Is single school education best? (Discuss)
The single sex versus co-ed school debate. People feel strongly about it don’t they?!
As someone with an older brother and therefore constantly around boys as a tween, I loved the escape of my all girl’s school, where I could parade my braces and spots in peace. But I know even from my own friends that many of them are vehemently against single sex schools, thinking them an anacronism, a throwback to the Fifties, a bit weird.
It’s not just an issue for those who send their kids to private schoool either. In Buckinghamshire where the state grammar school system thrives, there are plenty of single sex schools. My oldest son passed his 11+ and had the choice between a co-ed and single sex school in the same town (he went to the all boys school). My daughter has the same choice next year if she passes the exam.
So I thought it would be interesting to open a debate about the subject – how kids learn best, the differences between boys and girls, all that stuff. Please get in touch with your comments, but to kick things off Ben Beardmore-Gray (above) the headmaster at the all-boys Moulsford School on the Oxon/Berks border (see my updated review of the school) has gamely stepped up to the challenge of making the argument for single sex schools. Take a deep breath Ben, we’re heading for choppy waters!
Single sex or co-ed? Discuss.
Well, you’re talking to a head of an all-boys school! But in truth I’d say don’t get hung up either way. People can feel very strongly about the subject of single sex schools, but I’ve been a headmaster at both single sex and co-ed and they both offer something different. The most important thing is that the school is good, not whether the kids are all the same sex – I’d argue that it’s better to send your child to a good single sex school rather than an OK co-ed option and vice versa.

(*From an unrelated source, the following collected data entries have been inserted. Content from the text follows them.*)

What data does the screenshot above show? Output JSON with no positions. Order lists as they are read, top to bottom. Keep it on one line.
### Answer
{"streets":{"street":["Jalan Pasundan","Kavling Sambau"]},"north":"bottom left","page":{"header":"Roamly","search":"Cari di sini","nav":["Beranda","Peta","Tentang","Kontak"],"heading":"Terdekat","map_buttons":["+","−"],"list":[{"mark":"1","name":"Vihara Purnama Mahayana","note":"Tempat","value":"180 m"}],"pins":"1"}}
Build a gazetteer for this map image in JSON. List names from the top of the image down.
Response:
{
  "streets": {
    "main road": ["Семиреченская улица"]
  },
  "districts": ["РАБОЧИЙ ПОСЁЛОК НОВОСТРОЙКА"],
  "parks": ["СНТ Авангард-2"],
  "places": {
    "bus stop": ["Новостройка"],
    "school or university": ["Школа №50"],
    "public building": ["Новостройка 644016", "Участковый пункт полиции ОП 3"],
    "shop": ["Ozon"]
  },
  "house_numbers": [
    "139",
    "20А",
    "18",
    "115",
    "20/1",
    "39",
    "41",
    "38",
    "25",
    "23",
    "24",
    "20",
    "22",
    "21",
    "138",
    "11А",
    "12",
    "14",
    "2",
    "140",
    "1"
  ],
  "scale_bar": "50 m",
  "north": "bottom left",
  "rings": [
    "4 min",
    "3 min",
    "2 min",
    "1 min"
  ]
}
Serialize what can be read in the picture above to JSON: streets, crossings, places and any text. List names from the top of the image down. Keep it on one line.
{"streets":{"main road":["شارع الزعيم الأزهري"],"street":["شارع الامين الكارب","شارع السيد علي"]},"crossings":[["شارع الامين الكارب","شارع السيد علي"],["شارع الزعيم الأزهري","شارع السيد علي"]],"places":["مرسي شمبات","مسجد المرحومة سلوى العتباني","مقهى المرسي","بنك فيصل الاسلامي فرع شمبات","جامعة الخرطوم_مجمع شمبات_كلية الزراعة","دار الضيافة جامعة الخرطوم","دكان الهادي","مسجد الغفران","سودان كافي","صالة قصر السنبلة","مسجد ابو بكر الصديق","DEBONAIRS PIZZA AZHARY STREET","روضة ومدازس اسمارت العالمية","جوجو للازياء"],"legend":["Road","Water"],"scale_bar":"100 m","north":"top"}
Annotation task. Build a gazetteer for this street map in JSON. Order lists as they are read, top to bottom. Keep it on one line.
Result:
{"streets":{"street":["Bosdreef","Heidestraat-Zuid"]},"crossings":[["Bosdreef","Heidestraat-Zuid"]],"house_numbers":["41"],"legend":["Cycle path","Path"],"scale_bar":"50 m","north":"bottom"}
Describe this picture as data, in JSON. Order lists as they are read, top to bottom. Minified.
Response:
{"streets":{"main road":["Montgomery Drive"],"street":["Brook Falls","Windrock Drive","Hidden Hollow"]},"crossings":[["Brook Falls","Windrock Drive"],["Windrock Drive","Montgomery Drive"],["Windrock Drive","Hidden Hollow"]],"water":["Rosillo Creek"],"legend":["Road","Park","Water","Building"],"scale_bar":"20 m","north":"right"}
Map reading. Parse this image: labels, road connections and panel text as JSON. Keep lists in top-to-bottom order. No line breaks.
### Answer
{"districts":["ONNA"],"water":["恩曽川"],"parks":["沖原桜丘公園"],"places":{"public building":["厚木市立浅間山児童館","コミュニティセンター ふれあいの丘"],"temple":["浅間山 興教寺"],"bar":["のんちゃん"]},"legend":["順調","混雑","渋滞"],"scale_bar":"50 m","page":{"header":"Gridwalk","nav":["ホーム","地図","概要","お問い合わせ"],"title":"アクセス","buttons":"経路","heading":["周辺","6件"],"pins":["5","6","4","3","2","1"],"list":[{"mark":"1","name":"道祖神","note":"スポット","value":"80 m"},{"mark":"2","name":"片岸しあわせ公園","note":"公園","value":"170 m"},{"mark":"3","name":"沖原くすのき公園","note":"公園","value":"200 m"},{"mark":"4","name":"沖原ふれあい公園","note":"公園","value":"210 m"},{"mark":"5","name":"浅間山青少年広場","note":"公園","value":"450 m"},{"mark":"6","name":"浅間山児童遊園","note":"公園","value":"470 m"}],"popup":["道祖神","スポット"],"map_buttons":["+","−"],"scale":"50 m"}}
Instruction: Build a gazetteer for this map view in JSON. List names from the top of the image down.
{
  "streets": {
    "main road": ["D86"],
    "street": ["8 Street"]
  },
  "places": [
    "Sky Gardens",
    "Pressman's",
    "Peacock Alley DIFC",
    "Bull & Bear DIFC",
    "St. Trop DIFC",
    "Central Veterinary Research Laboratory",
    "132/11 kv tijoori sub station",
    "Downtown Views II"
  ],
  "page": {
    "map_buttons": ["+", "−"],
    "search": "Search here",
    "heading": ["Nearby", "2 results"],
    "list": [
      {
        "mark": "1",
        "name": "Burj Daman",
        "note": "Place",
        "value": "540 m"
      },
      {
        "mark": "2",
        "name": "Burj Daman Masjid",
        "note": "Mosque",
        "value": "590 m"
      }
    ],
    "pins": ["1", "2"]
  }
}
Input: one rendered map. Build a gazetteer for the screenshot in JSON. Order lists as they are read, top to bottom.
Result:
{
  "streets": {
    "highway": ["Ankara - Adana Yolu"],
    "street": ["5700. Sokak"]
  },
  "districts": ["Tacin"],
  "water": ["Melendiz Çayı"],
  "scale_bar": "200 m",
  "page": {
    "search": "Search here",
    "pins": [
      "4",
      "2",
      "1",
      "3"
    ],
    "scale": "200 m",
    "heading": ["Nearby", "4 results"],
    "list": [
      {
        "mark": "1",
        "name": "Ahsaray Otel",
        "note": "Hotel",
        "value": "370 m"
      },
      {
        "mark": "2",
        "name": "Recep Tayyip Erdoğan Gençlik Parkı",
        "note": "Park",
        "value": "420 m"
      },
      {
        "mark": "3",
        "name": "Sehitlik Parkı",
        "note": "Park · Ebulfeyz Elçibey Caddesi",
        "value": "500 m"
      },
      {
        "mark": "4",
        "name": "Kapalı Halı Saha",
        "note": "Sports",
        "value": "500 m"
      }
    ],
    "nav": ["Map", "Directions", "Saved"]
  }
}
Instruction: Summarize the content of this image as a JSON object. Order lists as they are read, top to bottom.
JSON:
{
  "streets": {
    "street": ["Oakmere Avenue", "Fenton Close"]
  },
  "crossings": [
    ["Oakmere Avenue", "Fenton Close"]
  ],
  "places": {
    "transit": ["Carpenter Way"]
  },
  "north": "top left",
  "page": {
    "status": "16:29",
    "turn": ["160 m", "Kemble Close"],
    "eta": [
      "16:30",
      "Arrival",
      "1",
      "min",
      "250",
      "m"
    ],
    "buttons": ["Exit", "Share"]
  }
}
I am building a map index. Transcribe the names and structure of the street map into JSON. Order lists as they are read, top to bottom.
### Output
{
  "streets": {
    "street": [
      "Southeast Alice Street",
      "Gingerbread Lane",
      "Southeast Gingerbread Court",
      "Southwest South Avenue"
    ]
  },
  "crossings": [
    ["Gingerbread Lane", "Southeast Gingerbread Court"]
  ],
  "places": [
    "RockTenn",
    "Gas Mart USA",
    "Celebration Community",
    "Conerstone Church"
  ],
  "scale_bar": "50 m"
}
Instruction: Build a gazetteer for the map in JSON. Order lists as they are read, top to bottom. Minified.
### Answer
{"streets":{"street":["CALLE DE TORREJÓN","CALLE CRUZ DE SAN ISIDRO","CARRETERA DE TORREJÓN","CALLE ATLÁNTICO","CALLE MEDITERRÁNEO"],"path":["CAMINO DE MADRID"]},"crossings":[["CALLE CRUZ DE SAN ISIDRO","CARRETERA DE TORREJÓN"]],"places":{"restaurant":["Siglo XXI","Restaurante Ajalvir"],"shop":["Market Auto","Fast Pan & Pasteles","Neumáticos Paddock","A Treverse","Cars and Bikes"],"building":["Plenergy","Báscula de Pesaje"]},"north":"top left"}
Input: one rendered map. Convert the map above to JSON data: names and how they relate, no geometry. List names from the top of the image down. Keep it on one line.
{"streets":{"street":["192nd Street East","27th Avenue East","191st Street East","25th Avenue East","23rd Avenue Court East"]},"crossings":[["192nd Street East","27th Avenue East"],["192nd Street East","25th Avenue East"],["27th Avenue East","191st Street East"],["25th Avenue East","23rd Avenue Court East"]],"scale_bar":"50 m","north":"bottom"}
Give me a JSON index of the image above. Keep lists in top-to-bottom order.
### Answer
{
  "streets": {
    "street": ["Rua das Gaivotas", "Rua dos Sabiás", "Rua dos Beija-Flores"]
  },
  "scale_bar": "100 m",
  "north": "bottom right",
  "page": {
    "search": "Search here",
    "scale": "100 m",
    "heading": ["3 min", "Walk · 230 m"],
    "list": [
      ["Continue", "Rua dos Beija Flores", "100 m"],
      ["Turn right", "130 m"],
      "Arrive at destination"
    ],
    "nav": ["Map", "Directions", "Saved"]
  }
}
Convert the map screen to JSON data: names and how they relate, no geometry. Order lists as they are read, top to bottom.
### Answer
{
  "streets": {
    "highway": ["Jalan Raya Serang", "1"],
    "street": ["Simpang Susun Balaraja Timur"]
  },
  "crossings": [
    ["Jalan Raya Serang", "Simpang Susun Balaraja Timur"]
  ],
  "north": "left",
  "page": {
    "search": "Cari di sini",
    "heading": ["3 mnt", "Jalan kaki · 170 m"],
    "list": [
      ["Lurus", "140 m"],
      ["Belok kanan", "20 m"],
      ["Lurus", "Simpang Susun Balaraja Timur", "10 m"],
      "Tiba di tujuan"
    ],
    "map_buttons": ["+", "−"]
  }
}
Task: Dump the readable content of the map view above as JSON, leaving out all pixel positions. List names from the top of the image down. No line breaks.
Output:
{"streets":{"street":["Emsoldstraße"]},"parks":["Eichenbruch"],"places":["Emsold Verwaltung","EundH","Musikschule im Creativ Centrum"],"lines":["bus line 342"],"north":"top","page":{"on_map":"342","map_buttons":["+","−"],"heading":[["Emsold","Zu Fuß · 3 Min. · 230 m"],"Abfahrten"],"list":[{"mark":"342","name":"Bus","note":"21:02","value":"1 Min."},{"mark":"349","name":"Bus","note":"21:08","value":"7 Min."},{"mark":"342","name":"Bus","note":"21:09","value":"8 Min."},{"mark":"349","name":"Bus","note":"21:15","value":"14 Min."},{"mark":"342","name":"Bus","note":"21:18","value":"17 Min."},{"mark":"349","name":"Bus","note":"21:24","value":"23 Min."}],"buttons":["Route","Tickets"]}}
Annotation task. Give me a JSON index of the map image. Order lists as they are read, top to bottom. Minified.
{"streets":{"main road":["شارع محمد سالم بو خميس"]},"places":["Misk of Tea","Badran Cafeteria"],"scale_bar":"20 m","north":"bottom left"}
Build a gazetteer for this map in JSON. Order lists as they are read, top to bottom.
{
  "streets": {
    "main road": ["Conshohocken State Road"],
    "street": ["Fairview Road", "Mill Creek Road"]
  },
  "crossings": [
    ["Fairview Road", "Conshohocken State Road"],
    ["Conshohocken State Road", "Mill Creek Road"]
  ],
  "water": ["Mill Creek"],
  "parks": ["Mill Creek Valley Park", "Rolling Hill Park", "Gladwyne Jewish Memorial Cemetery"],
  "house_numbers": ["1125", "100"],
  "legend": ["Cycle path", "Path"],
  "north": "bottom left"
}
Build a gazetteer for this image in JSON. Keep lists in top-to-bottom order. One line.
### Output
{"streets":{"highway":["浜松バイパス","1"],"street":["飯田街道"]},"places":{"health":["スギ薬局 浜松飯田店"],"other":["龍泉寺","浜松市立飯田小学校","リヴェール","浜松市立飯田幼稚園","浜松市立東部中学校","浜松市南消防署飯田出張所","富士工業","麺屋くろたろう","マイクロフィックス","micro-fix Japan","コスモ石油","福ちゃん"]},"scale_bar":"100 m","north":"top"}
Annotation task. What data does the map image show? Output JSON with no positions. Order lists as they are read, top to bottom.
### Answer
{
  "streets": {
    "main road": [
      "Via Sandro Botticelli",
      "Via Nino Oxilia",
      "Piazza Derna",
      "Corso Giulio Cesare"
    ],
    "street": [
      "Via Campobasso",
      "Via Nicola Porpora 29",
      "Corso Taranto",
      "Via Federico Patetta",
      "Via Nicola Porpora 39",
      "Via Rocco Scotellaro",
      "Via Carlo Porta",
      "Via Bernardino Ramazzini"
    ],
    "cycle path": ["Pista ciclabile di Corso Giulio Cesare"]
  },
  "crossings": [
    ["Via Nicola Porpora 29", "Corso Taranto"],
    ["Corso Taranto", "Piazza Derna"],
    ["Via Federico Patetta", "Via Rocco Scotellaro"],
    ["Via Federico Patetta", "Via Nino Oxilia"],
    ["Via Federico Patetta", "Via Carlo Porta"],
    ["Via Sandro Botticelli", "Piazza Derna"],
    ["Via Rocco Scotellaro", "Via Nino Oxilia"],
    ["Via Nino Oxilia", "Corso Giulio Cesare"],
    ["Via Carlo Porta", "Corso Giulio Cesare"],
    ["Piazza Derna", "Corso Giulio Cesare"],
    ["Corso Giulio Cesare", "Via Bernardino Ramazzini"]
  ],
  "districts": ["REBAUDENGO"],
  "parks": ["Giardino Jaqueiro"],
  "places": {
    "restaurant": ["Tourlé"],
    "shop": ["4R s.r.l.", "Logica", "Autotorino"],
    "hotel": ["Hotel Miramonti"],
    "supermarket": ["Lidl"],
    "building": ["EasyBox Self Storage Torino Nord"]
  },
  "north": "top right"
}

However, if you’re talking about two schools that are of the same standard, I’m a fan of single sex schools because they do offer such targeted education.
What’s the main benefit of single sex education then?
The most obvious advantage is that you can can completely focus your resources and teaching style – boys learn differently and behave differently to girls! So at Moulsford, if we need to recruit a teacher, we only have to consider how brilliant they’d be at teaching boys. Similarly if we want to or develop an area of the school, we need only think about how it would best benefit the boys.
Are the differences between girls and boys really that profound?
There are similarities as well as differences of course, but I’d argue that particularly up to 13, boys and girls have very different requirements. As a group, boys love practical teaching and competition – many of them are not naturals at concentrating in the classroom at this stage. So where possible we aim to make the boys’ education as practical as possible, and use the grounds as a giant outdoor classroom – for example relay spelling tests, re-enacting battles in History, and orienteering around the school in Geography. Girls are generally able to concentrate better, they’re more diligent at 12 to 13 years of age and probably respond better to the structured classroom environment. At this age, girls can be well ahead of boys in terms of maturity and academic performance – that’s not a great environment for some boys to be learning in.
Is this just a way of enforcing old stereotypes?
I think the opposite, that single sex schools allow children not to be shoved into stereotypes. Single sex education can free up children from preconceived notions of ‘boy’ or ‘girl’ activities. At girls’ schools for example, you see a much higher take up of sciences than at co-ed. At Moulsford we have a very high take up of performance arts because the boys don’t see the choirs, drama performances and instruments like the flute, oboe, clarinet and the harp as being for the girls. In contrast, when I was head of a co-ed school, the girls dominated these areas by as much as 70 per cent to 30 per cent.
Isn’t single sex a bit old fashioned now?
I admit it, I went to a single sex school and boarded from the age of 7 and I don’t think I spoke to a girl until I was 18! Schools aren’t like that now and it’s just not true that kids from single sex schools don’t mix with the opposite sex or can’t be progressive and social. It’s great that there’s no distractions for the boys at school but we deliberately don’t have a Saturday school so that the boarders go home on the weekend, mix with their friends and family and lead a normal life, and of course plenty of our kids are day pupils too. I think social media, for good or bad, also plays a large role in connecting kids these days, whatever school they’re at.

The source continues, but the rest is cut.